La riposte de Jonathan IGNOUMBA : entre démentis formels et menaces de poursuites judiciaires

L'arène politique de la Nyanga est le théâtre d'une vive polémique suite aux récentes allégations ciblant directement Jonathan IGNOUMBA, Haut Représentant Personnel du Chef de l'État. Interpellé sur la gestion de fonds publics et la conduite de chantiers de développement dans sa province d'origine, l'ancien ministre et figure politique locale a tenu à sortir de son silence pour rétablir sa version des faits avec fermeté.
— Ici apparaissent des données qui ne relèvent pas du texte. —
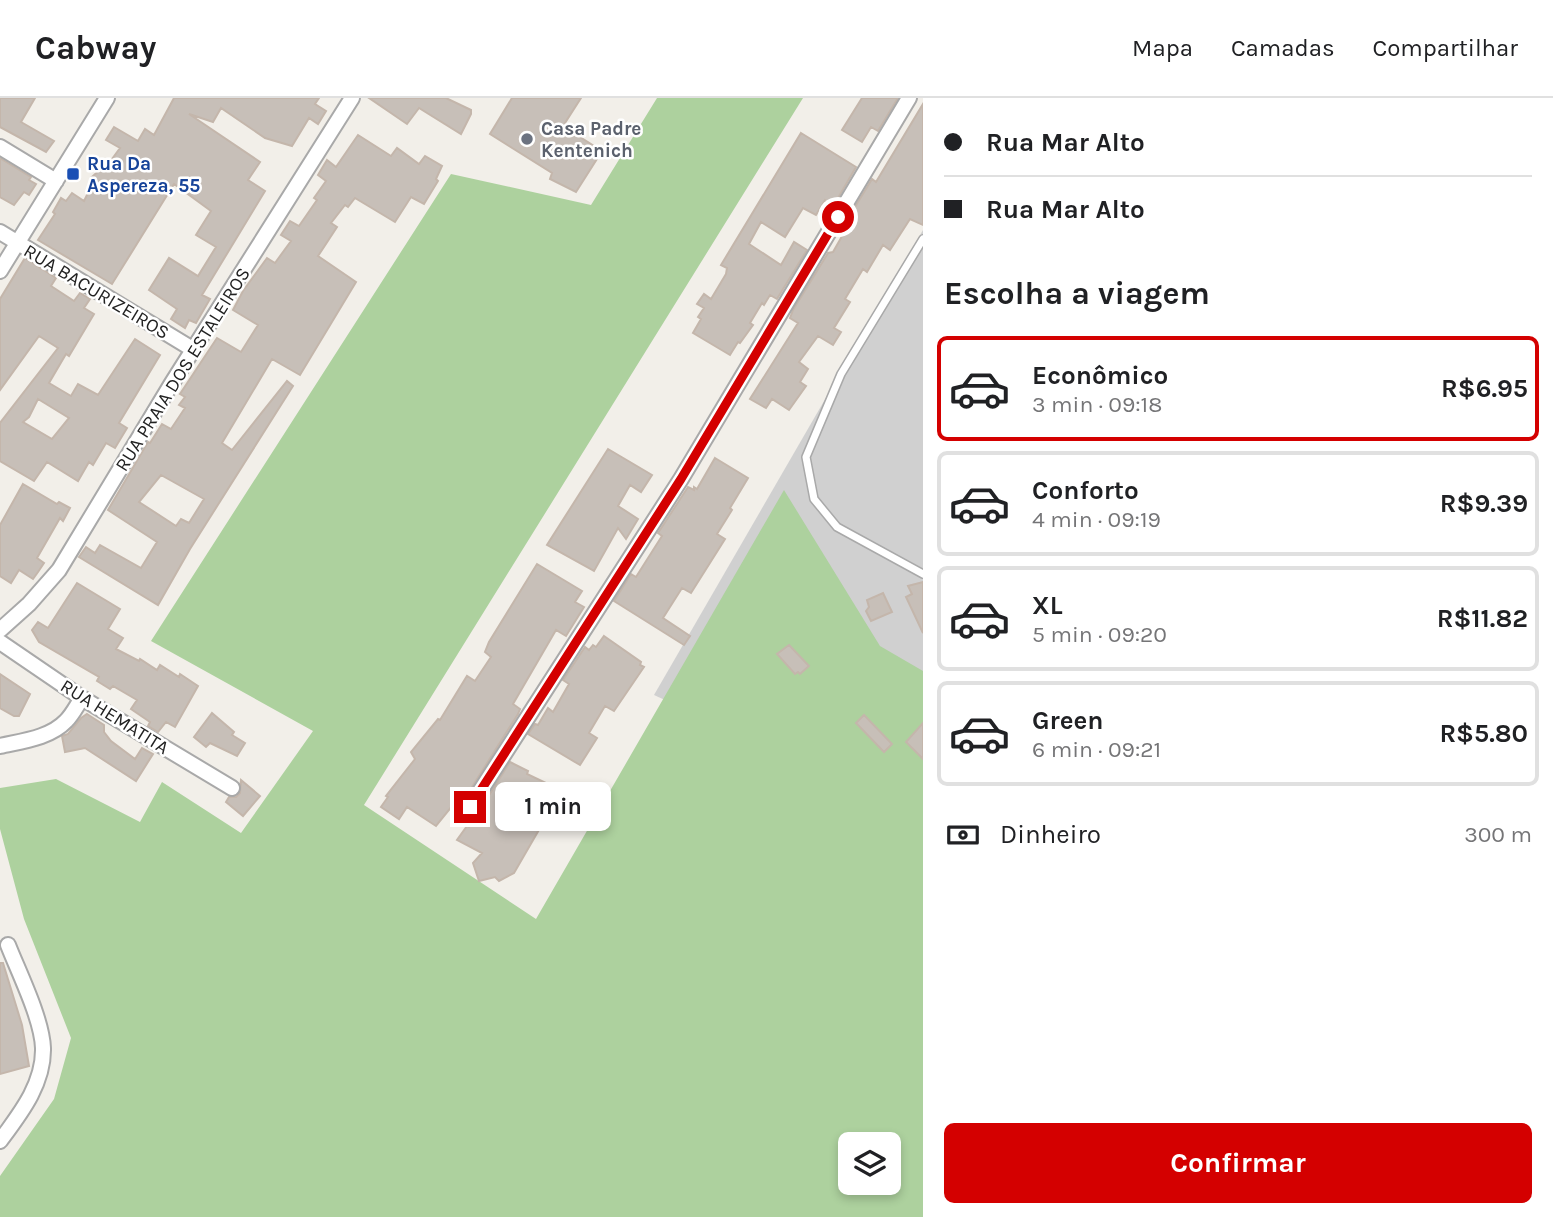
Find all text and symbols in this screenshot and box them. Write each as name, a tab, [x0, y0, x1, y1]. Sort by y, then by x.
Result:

Face aux accusations persistantes, le leader politique s'est vigoureusement défendu de toute immixtion dans l'utilisation des enveloppes financières allouées. "Je ne me suis pas mêlé de la gestion des 7 milliards de la Nyanga quoique faisant partie du comité du suivi et évaluation des chantiers de la Province en ma qualité de leader politique. Seul la CDC détient les preuves de cette gestion", a-t-il martelé, rejetant ainsi toute responsabilité directe dans l'administration de ces deniers. Abordant la question sensible de la fiscalité appliquée aux chantiers, Jonathan Ignoumba n'a pas hésité à pointer des incohérences administratives imputées à l'ancienne gouvernance économique. "Le Président avait dit pas de TVA, or concernant les enveloppes allouées aux entreprises adjudicatrices des travaux dans la Nyanga, Mays Mouissi, ancien ministre de l'économie, a ajouté la TVA sur les factures", a-t-il affirmé, mettant en cause la ligne directrice suivie à l'époque par le ministère compétent.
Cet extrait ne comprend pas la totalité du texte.